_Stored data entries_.
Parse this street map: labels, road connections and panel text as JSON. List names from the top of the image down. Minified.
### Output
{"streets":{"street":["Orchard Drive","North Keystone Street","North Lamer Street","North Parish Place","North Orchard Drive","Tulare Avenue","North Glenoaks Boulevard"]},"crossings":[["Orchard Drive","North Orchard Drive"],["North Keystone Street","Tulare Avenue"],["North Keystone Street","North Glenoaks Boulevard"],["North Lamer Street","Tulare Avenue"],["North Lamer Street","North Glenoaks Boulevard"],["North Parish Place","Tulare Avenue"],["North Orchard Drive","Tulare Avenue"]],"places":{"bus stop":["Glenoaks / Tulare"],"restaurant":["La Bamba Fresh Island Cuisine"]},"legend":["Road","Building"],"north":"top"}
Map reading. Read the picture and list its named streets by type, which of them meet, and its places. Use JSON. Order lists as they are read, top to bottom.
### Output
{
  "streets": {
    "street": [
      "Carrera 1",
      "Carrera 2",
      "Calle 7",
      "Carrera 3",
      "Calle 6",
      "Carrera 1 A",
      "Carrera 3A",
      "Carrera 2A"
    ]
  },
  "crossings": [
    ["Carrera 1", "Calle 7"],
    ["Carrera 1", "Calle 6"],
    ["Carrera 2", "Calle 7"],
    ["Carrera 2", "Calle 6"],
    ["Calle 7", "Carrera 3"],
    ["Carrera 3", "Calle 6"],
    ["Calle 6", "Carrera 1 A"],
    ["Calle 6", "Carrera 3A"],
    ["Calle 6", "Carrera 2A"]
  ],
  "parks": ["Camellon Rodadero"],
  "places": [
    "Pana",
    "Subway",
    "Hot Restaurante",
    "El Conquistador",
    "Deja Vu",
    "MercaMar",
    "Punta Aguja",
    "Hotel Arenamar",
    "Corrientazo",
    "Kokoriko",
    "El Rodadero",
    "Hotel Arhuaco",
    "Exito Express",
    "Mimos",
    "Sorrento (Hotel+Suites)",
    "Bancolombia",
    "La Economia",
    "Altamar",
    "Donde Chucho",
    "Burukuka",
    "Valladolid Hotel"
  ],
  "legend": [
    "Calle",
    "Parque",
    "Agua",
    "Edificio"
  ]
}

...

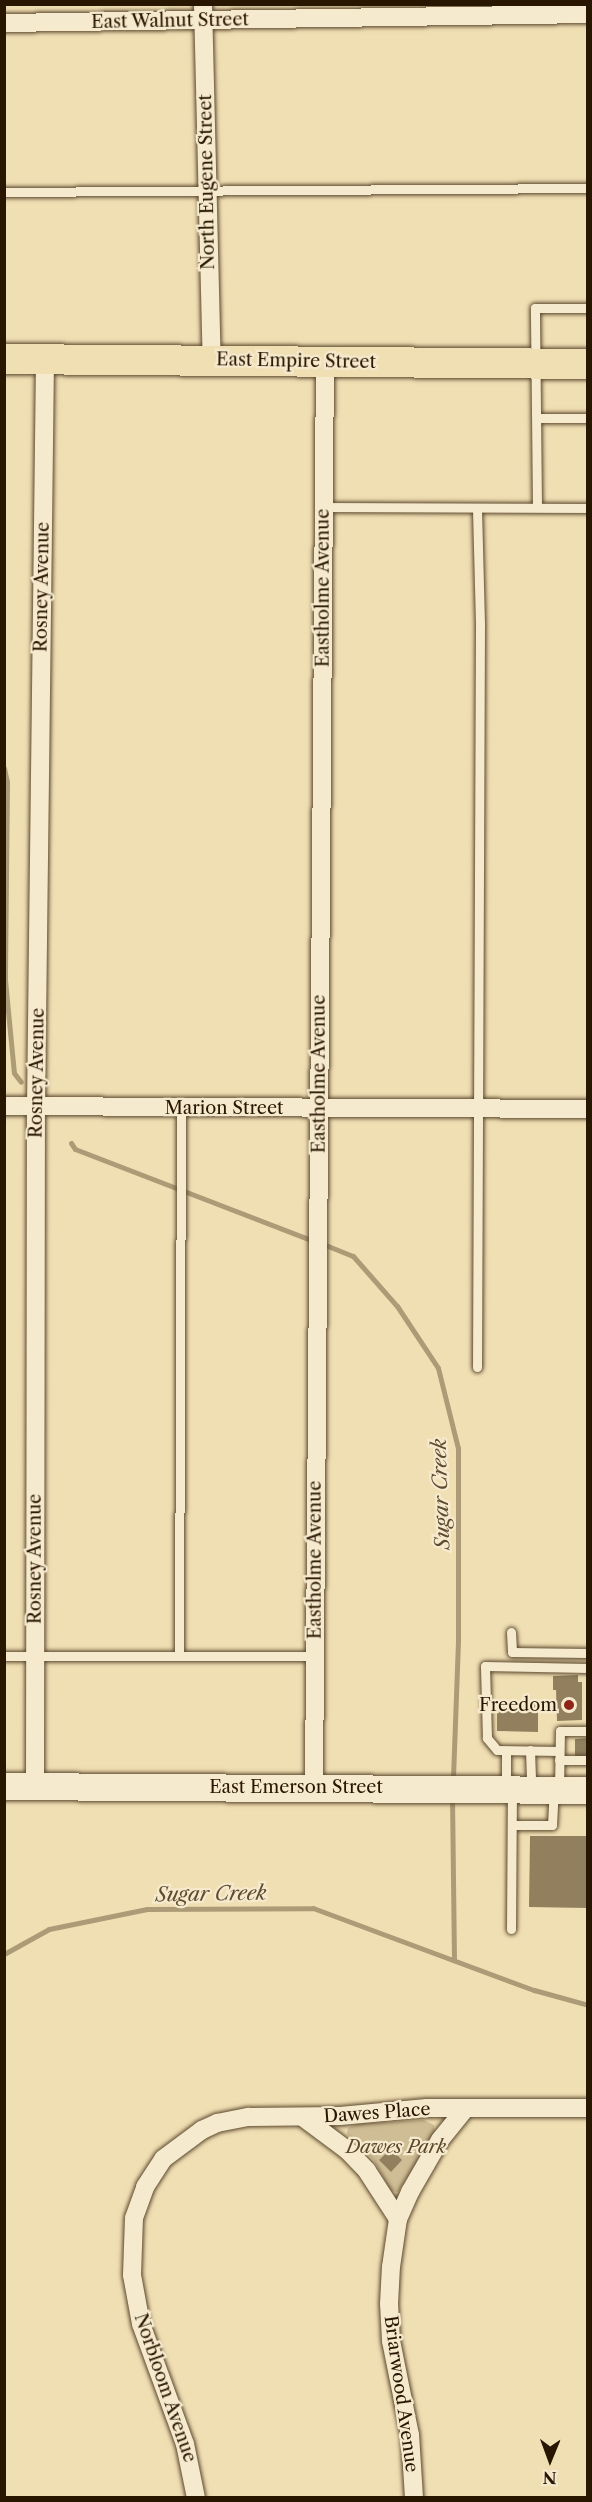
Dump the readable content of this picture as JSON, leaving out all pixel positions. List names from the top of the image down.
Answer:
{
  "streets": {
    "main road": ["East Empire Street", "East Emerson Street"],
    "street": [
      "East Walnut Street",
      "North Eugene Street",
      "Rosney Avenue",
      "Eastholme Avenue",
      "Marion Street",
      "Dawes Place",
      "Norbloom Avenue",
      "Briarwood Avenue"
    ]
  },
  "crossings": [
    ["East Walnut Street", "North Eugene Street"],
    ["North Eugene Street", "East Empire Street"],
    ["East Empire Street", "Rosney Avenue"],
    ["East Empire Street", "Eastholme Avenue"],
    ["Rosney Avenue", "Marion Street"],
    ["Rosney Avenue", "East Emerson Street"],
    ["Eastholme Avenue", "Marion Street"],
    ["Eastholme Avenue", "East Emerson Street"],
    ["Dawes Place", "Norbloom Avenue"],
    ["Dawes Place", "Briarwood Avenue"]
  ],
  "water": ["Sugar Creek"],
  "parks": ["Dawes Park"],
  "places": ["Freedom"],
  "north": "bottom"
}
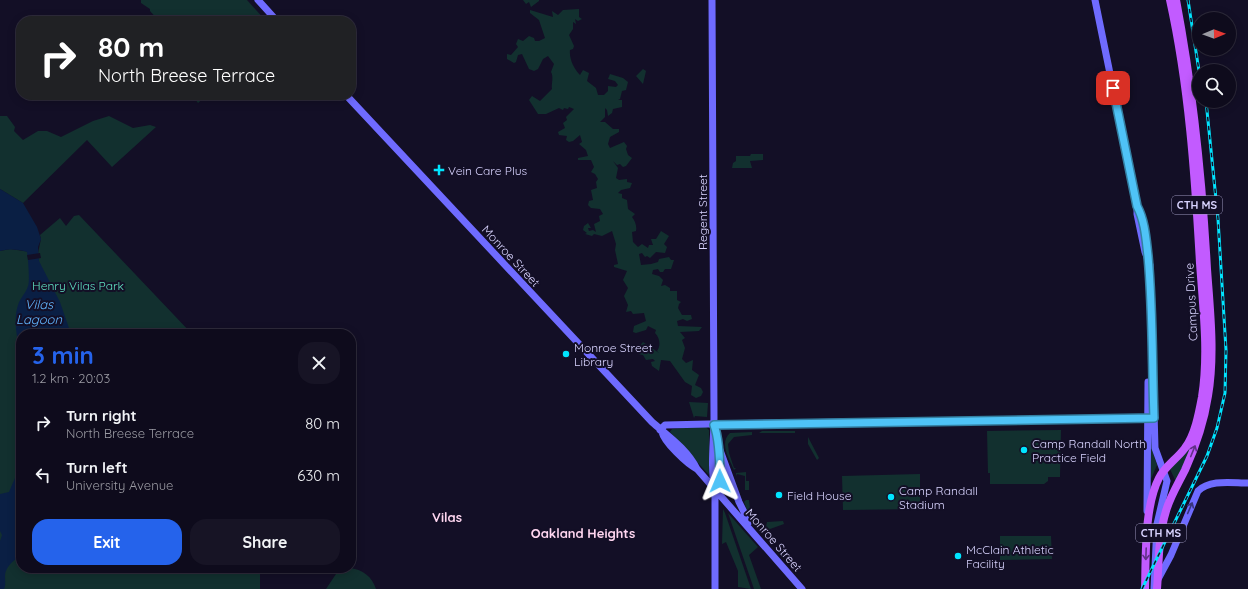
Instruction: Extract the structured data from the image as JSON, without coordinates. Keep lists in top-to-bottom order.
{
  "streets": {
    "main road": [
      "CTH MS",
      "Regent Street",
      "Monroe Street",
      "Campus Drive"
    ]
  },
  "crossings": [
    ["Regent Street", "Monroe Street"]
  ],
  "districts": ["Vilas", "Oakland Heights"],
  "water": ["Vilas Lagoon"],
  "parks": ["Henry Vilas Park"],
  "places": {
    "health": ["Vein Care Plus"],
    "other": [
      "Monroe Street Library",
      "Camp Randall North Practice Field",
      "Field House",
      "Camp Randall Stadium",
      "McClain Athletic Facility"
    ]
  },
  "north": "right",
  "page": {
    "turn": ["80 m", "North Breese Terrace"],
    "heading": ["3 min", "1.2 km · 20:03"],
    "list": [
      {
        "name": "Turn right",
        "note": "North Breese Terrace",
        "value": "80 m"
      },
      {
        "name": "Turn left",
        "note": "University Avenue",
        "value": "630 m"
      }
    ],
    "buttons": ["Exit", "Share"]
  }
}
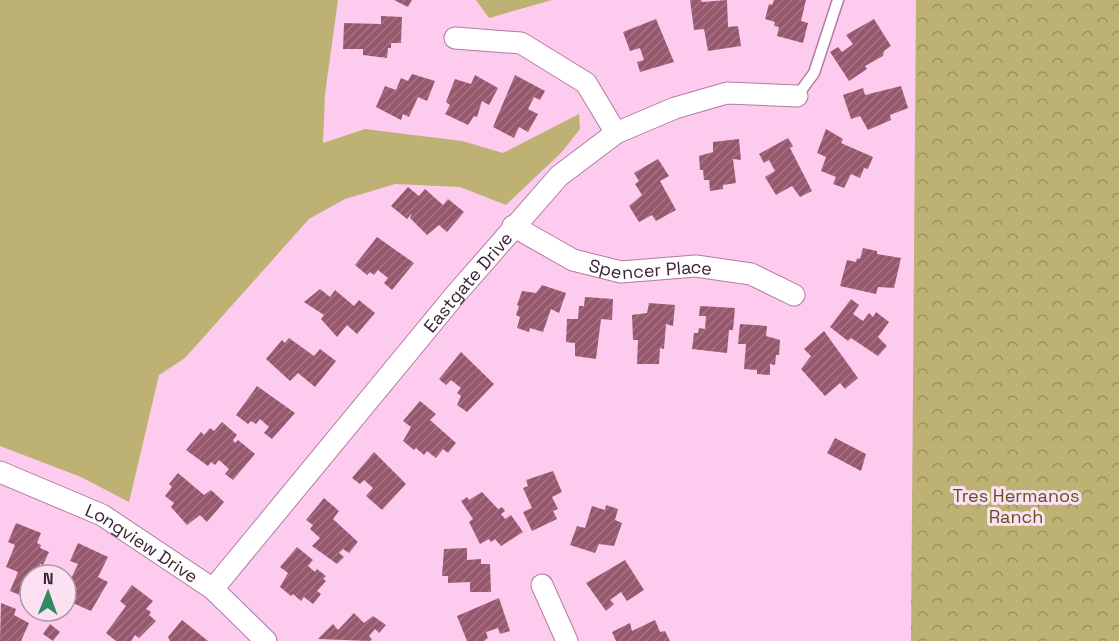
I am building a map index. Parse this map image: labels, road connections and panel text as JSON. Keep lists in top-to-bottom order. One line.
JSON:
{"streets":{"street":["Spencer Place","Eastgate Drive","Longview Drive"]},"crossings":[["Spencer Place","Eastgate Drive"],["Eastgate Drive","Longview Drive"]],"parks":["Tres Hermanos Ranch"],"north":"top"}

--

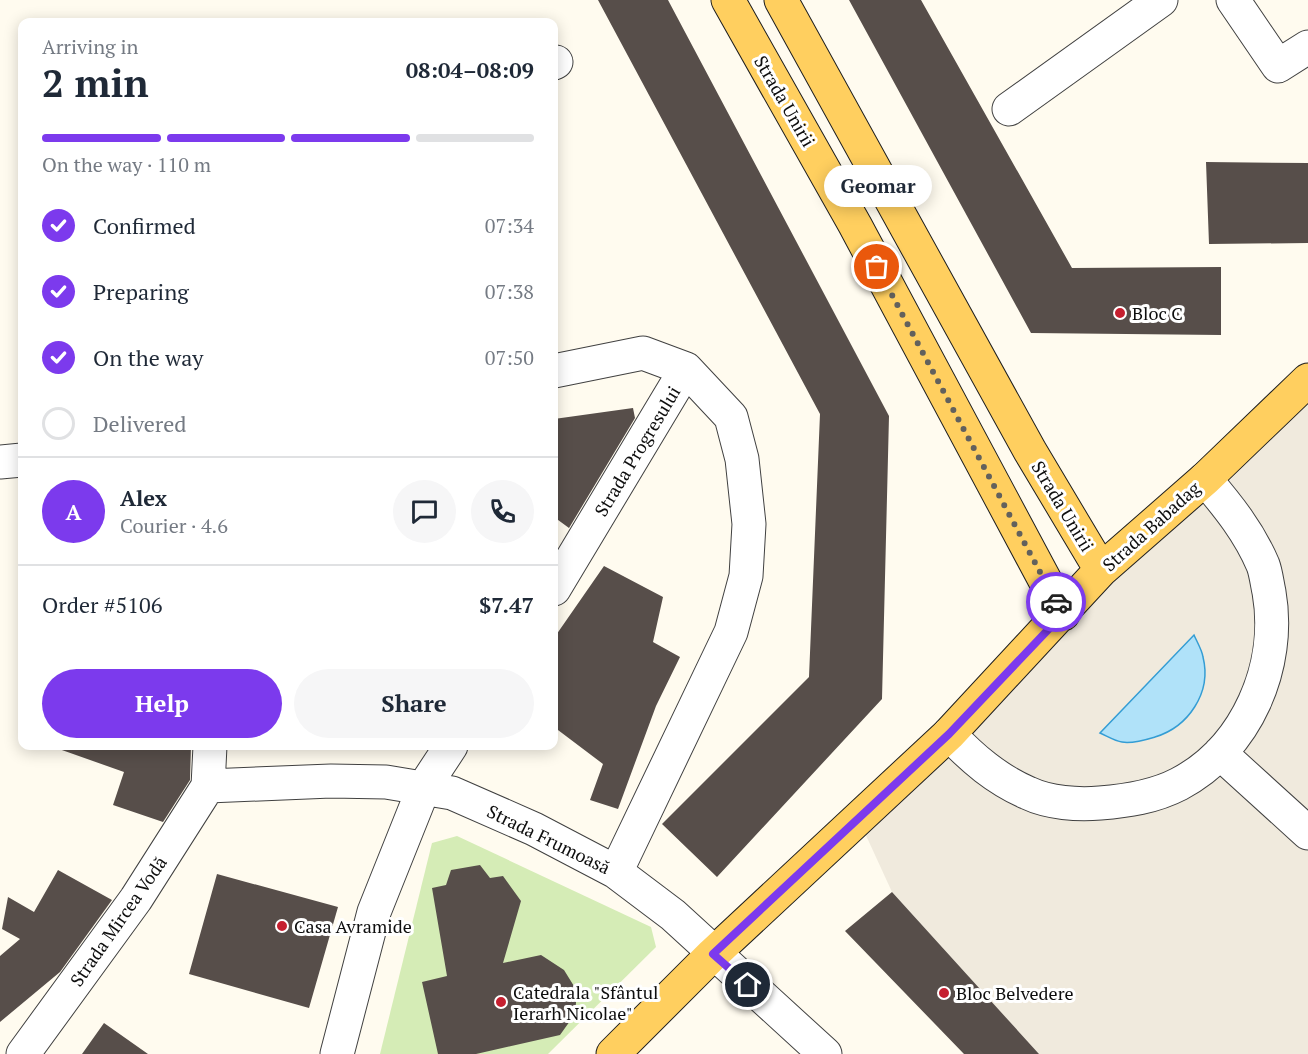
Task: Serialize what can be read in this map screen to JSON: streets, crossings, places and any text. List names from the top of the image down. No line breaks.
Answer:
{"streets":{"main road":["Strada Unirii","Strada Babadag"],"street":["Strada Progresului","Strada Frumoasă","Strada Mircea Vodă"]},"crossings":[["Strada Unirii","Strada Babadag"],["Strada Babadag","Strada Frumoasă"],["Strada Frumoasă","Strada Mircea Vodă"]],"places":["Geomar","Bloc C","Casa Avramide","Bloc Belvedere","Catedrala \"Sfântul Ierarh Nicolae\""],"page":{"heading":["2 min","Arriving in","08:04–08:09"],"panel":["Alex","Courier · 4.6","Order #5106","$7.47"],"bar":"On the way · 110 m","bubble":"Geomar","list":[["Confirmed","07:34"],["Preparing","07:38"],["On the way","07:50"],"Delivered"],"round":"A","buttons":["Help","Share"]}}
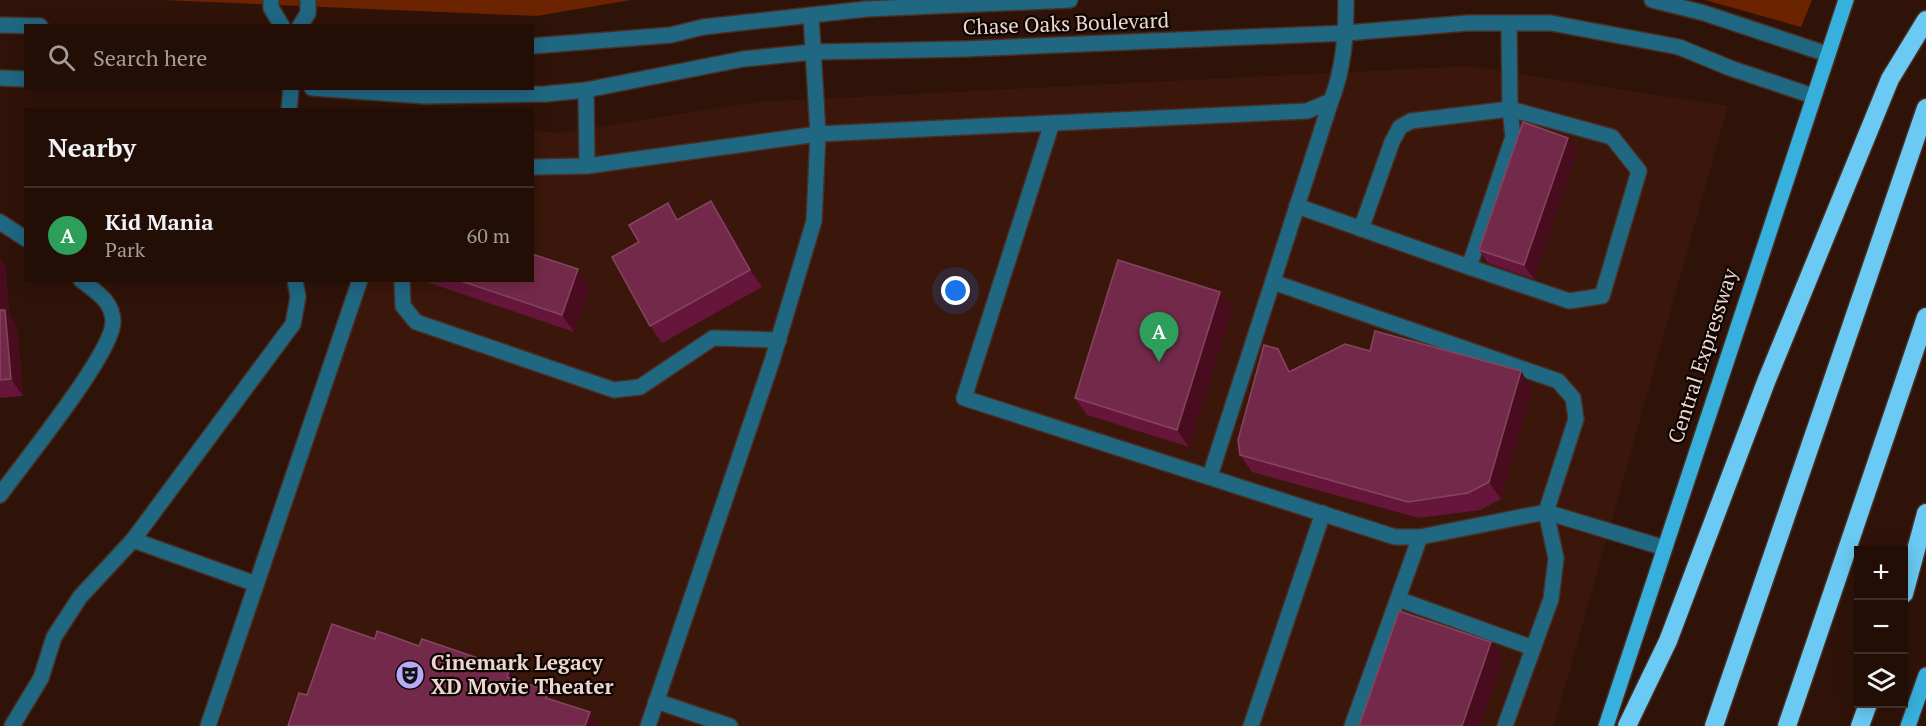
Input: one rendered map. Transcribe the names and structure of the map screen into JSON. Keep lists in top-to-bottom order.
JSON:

_ABOUT THIS EXERCISE_. Search the data above for the word "connections". Copy each line it is in.

_ANSWER SPACE_.
Parse this street map: labels, road connections and panel text as JSON. List names from the top of the image down. Minified.
I am building a map index. Parse this map image: labels, road connections and panel text as JSON. Keep lists in top-to-bottom order. One line.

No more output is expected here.